This profile was current as of 2015, when she was part of the on-campus Kellogg community.
Sandra Ley Gutiérrez is currently an external research affiliate of the Kellogg Institute's Notre Dame Violence and Transitional Justice Lab (V-TJLab).
Sandra Ley Gutiérrez (PhD, Duke University), a political scientist specializing in political behavior and criminal violence, is a Kellogg visiting fellow for the 2014-15 academic year. Her research analyzes the impact of criminal violence on the exercise of democratic citizenship in Latin America, with central emphasis on Mexico.

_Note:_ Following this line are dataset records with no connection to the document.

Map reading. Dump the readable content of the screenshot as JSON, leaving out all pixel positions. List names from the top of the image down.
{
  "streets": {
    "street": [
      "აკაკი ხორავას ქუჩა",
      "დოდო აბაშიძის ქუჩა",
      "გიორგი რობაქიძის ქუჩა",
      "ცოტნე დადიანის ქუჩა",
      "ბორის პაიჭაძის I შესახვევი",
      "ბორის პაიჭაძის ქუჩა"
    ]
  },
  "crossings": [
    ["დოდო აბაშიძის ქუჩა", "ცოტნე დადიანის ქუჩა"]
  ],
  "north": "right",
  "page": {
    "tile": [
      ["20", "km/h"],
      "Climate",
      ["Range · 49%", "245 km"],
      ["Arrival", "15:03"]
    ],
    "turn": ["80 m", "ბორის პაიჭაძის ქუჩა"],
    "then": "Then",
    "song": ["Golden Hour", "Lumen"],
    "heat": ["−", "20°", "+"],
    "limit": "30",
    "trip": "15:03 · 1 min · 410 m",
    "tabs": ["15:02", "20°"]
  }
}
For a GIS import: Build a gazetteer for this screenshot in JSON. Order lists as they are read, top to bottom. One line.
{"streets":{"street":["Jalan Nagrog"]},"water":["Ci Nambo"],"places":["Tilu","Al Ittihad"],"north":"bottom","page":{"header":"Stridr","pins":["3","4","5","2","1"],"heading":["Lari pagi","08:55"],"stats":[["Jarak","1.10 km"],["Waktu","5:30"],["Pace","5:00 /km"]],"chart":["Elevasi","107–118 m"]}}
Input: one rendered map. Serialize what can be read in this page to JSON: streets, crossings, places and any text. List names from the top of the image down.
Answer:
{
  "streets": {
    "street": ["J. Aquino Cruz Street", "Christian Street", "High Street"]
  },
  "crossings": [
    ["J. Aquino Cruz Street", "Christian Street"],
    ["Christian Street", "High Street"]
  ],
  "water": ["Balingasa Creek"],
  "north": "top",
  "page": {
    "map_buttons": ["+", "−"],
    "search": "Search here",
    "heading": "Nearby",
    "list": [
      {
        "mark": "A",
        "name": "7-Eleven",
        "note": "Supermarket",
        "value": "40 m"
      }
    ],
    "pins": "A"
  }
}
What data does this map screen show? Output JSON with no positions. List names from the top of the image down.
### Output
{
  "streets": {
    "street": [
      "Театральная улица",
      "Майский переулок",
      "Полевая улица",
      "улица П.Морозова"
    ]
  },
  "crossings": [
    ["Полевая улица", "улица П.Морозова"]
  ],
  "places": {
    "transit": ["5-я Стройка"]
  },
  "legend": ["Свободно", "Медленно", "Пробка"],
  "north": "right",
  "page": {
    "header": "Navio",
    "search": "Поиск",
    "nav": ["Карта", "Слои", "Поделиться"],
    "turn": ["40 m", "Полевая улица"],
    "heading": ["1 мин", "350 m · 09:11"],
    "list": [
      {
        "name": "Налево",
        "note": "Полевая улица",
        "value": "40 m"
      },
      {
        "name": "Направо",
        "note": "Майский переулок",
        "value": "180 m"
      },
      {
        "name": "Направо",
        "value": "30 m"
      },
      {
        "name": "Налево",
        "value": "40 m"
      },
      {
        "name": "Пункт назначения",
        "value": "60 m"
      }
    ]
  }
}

At Kellogg, Ley is developing the book project Citizens in Fear: Political Participation and Voting Behavior in the Midst of Violence, which examines how variations in the level of criminal violence condition the activation of civil society networks, citizen participation and electoral accountability. Based on research in her native Mexico, she finds that even as victims take to the streets to demand peace and justice, violence threatens the electorate as a whole and reduces incentives to take part in elections.
Her study draws on a rich array of sources. She has created an original post-electoral survey, as well as a novel newspaper databank of protests against crime in Mexico during the 20062012 period. In collaboration with Faculty Fellow Guillermo Trejo, she has also developed a unique dataset on criminal violence in Mexico. Her statistical evidence is complemented with participant observation in marches for peace and qualitative in-depth interviews with victims and nonvictims of crime in six Mexican cities.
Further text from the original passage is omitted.